• _Task brief_: Retype the lines from the first one in the records down to the line containing "height:5px; margin-top:-2.5px; transform-origin:0;", counting both, and leave out any pictures.

• _Data to process_:
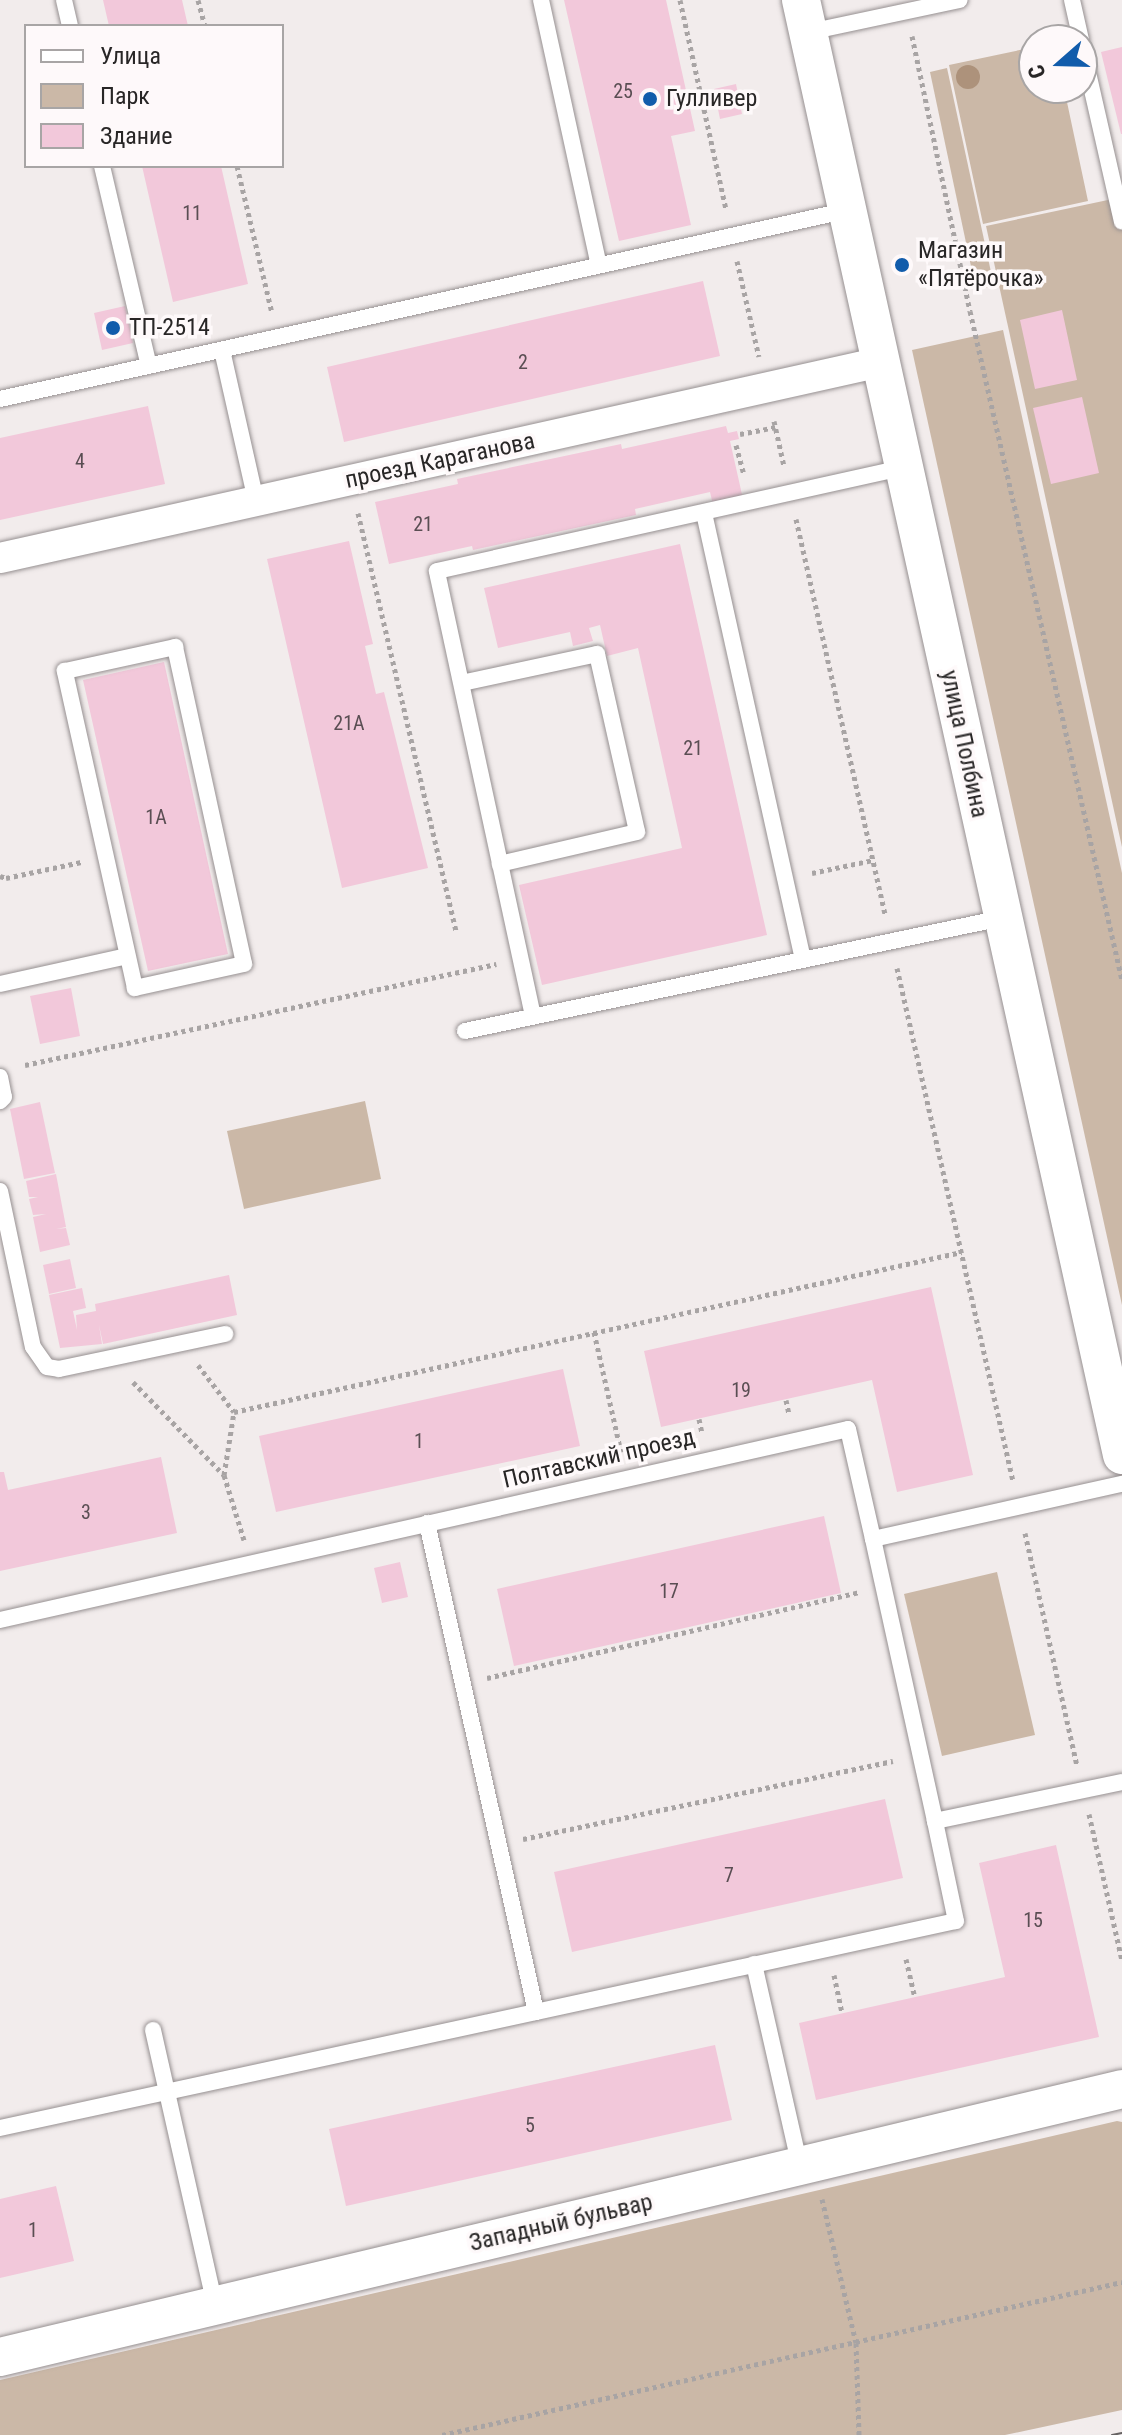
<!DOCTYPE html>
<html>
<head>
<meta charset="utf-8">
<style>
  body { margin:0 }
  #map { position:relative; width:1122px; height:2435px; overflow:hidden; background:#f2ecec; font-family:"Roboto Condensed",sans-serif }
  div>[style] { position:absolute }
  .green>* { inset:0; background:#cbb8a7 }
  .building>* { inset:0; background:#f2c8da }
  .path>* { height:5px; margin-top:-2.5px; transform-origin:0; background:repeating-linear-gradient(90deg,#a8a4a4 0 4px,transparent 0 8px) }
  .roads { filter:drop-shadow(0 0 2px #969091) drop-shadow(0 0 2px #969091) }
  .service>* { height:16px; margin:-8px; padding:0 8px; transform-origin:8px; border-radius:8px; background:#fff }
  .minor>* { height:30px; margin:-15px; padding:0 15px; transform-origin:15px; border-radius:15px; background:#fff }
  .tertiary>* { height:38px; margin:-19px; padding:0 19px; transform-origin:19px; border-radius:19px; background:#fff }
  .tram>* { height:2px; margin:-1px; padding:0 1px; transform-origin:1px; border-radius:1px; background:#666262 }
  .trees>* { width:24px; height:24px; margin:-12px; border-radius:50%; background:#ad927b }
  .dots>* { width:22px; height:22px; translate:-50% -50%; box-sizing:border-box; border:4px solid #fef9fa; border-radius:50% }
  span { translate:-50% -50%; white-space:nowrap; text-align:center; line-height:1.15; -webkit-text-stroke:7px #fef9fa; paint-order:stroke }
  .number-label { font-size:20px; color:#5a4e53 }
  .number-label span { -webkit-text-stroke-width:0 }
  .poi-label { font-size:24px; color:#282626 }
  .left { translate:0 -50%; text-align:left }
  .street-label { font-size:24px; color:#282626 }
  .legend { position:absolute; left:24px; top:24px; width:260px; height:144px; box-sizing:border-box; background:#fef9fa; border:2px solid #a8a5a5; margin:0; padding:10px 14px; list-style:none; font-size:24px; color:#282626 }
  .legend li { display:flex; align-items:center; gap:16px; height:40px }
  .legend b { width:40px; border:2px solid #a8a5a5 }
  .north { position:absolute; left:1018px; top:24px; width:80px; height:80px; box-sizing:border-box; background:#fef9fa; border:2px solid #a8a5a5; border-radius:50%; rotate:250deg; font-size:22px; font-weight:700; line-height:32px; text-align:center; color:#282626 }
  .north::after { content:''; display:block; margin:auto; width:28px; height:36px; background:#115cab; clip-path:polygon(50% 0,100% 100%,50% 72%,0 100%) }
</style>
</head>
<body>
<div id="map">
  <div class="green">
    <div style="clip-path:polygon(1034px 47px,1034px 88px,1064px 88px,1088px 201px,983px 224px,949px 65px)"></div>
    <div style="clip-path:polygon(947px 68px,994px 286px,976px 290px,930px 72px)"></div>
    <div style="clip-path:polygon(1122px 197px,1122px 847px,986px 226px)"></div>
    <div style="clip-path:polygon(1003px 330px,1122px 873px,1122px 1305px,912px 350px)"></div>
    <div style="clip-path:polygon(365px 1101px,381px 1179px,244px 1209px,227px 1131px)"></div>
    <div style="clip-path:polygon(997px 1572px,1035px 1735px,942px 1756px,904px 1594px)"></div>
    <div style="clip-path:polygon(1117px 2121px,1122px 2122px,1122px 2410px,1005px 2435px,0 2435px,0 2380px)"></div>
  </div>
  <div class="building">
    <div style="clip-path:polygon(103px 0,182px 0,188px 26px,109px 26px)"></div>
    <div style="clip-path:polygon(564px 0,666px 0,695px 131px,671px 136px,691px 225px,619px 241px)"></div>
    <div style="clip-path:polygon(1122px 47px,1122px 134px,1121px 134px,1101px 52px)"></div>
    <div style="clip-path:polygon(736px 84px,742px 114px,720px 119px,714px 89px)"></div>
    <div style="clip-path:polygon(142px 166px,221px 166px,248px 284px,173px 302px)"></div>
    <div style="clip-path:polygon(703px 281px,720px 356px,344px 442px,327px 367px)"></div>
    <div style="clip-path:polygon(125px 306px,133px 343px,102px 350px,94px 313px)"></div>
    <div style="clip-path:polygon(1062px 310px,1077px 380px,1035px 389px,1020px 320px)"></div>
    <div style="clip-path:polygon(1082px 397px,1099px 473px,1051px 484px,1033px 408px)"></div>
    <div style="clip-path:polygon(148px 406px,165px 484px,0 520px,0 438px)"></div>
    <div style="clip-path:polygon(726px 426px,728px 433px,737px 431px,739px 439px,730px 441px,743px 499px,713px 505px,710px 492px,635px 509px,636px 515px,473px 550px,472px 546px,389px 564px,375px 502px,458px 484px,457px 479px,621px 444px,622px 449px)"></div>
    <div style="clip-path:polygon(349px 541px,373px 644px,365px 646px,376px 694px,384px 692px,428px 868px,342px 888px,267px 559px)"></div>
    <div style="clip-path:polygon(680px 544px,767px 935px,542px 985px,519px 885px,682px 848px,638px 648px,607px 656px,600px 625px,589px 628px,593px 641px,573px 646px,570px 632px,498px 648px,484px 588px)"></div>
    <div style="clip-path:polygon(164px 662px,228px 954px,148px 971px,83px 680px)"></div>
    <div style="clip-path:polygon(71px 988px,80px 1036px,40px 1044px,30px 996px)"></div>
    <div style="clip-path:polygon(40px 1102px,55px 1173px,24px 1179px,10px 1109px)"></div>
    <div style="clip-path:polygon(56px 1174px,66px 1227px,56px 1229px,66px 1228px,70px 1245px,40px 1252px,33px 1217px,46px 1214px,33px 1215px,29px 1199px,38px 1197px,29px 1197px,26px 1181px)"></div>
    <div style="clip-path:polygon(70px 1259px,76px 1288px,49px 1294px,43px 1265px)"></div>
    <div style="clip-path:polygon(229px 1275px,237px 1315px,103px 1344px,99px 1325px,102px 1344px,60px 1348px,49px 1295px,82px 1288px,86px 1308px,73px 1311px,77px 1330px,76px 1315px,96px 1311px,95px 1304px)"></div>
    <div style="clip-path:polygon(931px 1287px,973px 1475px,897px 1492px,872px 1380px,661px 1427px,644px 1351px)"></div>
    <div style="clip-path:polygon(563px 1369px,580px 1446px,276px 1512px,259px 1436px)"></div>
    <div style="clip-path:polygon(161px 1457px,177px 1533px,0 1571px,0 1472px,4px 1472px,8px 1490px)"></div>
    <div style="clip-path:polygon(824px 1516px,841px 1593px,514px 1666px,497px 1589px)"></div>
    <div style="clip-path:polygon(400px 1562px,408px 1597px,382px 1603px,374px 1568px)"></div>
    <div style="clip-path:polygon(885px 1799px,903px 1878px,572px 1952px,554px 1872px)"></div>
    <div style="clip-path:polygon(1056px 1845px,1099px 2037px,816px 2100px,799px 2023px,1005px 1977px,979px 1863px)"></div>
    <div style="clip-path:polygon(715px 2045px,732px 2120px,346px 2206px,329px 2129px)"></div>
    <div style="clip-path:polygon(56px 2186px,74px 2261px,0 2278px,0 2199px)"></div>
  </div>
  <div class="path">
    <div style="left:198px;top:0;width:27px;rotate:75deg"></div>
    <div style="left:680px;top:0;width:214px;rotate:77.6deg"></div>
    <div style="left:912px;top:36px;width:281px;rotate:78.1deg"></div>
    <div style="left:970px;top:311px;width:686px;rotate:77.2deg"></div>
    <div style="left:237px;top:166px;width:151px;rotate:76.6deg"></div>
    <div style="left:737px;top:261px;width:98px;rotate:77.1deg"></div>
    <div style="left:774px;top:421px;width:46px;rotate:77.5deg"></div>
    <div style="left:740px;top:434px;width:36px;rotate:-11deg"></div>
    <div style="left:736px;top:445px;width:31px;rotate:75deg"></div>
    <div style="left:358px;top:513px;width:430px;rotate:76.8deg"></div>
    <div style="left:796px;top:519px;width:406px;rotate:77.3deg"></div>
    <div style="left:812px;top:873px;width:62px;rotate:-12deg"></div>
    <div style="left:0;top:876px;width:6px;rotate:18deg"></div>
    <div style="left:6px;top:878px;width:77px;rotate:-12deg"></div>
    <div style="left:897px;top:968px;width:526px;rotate:77.26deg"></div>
    <div style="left:25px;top:1065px;width:482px;rotate:-12.1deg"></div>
    <div style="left:594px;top:1332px;width:123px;rotate:77.3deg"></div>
    <div style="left:198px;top:1365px;width:59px;rotate:52.5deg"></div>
    <div style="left:133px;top:1382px;width:130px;rotate:45.6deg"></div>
    <div style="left:224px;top:1475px;width:68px;rotate:72.9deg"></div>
    <div style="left:786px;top:1400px;width:14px;rotate:78deg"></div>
    <div style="left:699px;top:1419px;width:14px;rotate:78deg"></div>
    <div style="left:224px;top:1475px;width:64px;rotate:-81deg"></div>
    <div style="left:234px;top:1412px;width:745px;rotate:-12.4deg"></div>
    <div style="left:1025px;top:1533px;width:238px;rotate:77.4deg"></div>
    <div style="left:487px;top:1678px;width:382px;rotate:-13deg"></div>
    <div style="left:1089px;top:1814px;width:151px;rotate:77.3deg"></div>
    <div style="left:523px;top:1839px;width:378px;rotate:-11.9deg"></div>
    <div style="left:906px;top:1959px;width:39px;rotate:77deg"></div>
    <div style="left:834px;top:1975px;width:39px;rotate:78deg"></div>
    <div style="left:822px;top:2199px;width:148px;rotate:76.7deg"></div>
    <div style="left:856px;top:2343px;width:92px;rotate:88.1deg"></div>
    <div style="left:442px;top:2435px;width:697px;rotate:-12.68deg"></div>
  </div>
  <div class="roads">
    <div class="service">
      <div style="left:64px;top:0;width:27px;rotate:77deg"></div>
      <div style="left:541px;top:0;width:271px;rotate:77.7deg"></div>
      <div style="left:1072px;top:0;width:41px;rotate:77.3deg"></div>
      <div style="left:809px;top:32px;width:154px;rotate:-12deg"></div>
      <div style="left:1082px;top:46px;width:180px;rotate:77.2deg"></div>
      <div style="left:102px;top:166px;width:205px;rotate:76.8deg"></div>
      <div style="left:222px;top:350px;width:155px;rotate:77.3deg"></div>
      <div style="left:0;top:399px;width:869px;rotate:-12.56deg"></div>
      <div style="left:704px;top:513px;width:457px;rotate:77.5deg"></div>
      <div style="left:175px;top:647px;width:324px;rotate:77.7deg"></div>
      <div style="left:244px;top:964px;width:112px;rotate:167.6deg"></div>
      <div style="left:135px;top:988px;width:325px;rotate:-102.5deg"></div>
      <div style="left:65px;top:671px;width:113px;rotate:-12.3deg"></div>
      <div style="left:462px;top:683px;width:138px;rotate:-12.1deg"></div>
      <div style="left:597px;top:654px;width:182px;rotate:77.3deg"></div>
      <div style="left:637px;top:832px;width:141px;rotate:166.9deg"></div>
      <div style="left:0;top:984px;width:130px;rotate:-12.4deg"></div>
      <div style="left:533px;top:1016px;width:455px;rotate:-102.2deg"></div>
      <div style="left:437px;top:571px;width:477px;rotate:-12.5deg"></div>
      <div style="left:465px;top:1031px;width:549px;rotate:-11.88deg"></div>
      <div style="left:0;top:1077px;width:20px;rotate:79deg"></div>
      <div style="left:4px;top:1097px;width:6px;rotate:135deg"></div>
      <div style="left:0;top:1191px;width:159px;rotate:78.1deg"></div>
      <div style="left:33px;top:1347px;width:24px;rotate:55deg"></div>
      <div style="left:47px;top:1367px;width:12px;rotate:9deg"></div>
      <div style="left:59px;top:1369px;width:170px;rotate:-11.9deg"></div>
      <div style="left:427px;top:1523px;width:501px;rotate:77.43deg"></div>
      <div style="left:873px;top:1539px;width:289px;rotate:77.6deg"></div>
      <div style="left:0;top:1620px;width:869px;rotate:-12.69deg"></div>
      <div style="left:848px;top:1429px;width:113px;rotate:77.2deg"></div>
      <div style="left:873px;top:1539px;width:255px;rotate:-12.5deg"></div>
      <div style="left:754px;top:1964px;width:207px;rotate:77.2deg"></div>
      <div style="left:153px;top:2030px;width:282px;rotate:77.3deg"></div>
      <div style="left:0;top:2128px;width:978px;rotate:-12.22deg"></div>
      <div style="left:956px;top:1921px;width:102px;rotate:-101.9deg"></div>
      <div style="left:935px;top:1821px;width:191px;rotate:-11.8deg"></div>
    </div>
    <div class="minor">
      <div style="left:0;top:558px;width:903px;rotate:-12.54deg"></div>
    </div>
    <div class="tertiary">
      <div style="left:801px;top:0;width:1490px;rotate:77.56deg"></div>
      <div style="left:0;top:2357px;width:1154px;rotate:-13.43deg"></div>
    </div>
  </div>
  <div class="tram">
    <div style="left:1112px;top:2435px;width:10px;rotate:-11deg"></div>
  </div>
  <div class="trees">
    <div style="left:968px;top:77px"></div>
  </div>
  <div class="dots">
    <div style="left:650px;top:99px;background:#115cab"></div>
    <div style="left:902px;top:265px;background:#115cab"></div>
    <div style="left:113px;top:328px;background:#115cab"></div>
  </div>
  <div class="number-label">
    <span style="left:623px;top:91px">25</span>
    <span style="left:192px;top:213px">11</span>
    <span style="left:523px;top:362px">2</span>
    <span style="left:80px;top:461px">4</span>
    <span style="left:423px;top:524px">21</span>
    <span style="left:349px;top:723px">21А</span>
    <span style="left:693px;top:748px">21</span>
    <span style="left:156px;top:817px">1А</span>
    <span style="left:741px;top:1390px">19</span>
    <span style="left:419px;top:1441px">1</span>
    <span style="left:86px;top:1512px">3</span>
    <span style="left:669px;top:1591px">17</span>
    <span style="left:729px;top:1875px">7</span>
    <span style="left:1033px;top:1920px">15</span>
    <span style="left:530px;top:2125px">5</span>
    <span style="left:33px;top:2230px">1</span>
  </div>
  <div class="poi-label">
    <span class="left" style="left:666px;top:99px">Гулливер</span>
    <span class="left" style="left:918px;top:265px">Магазин<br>«Пятёрочка»</span>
    <span class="left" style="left:129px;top:328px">ТП-2514</span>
  </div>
  <div class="street-label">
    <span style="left:440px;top:461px;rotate:-12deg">проезд Караганова</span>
    <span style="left:964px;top:744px;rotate:78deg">улица Полбина</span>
    <span style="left:599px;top:1459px;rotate:-13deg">Полтавский проезд</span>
    <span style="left:561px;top:2223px;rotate:-13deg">Западный бульвар</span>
  </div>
  <ul class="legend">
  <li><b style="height:10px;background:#fff"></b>Улица</li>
  <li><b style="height:22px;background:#cbb8a7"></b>Парк</li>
  <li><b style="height:22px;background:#f2c8da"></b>Здание</li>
  </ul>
  <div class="north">С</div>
</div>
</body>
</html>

• _Solution for this exercise_:
<!DOCTYPE html>
<html>
<head>
<meta charset="utf-8">
<style>
  body { margin:0 }
  #map { position:relative; width:1122px; height:2435px; overflow:hidden; background:#f2ecec; font-family:"Roboto Condensed",sans-serif }
  div>[style] { position:absolute }
  .green>* { inset:0; background:#cbb8a7 }
  .building>* { inset:0; background:#f2c8da }
  .path>* { height:5px; margin-top:-2.5px; transform-origin:0; background:repeating-linear-gradient(90deg,#a8a4a4 0 4px,transparent 0 8px) }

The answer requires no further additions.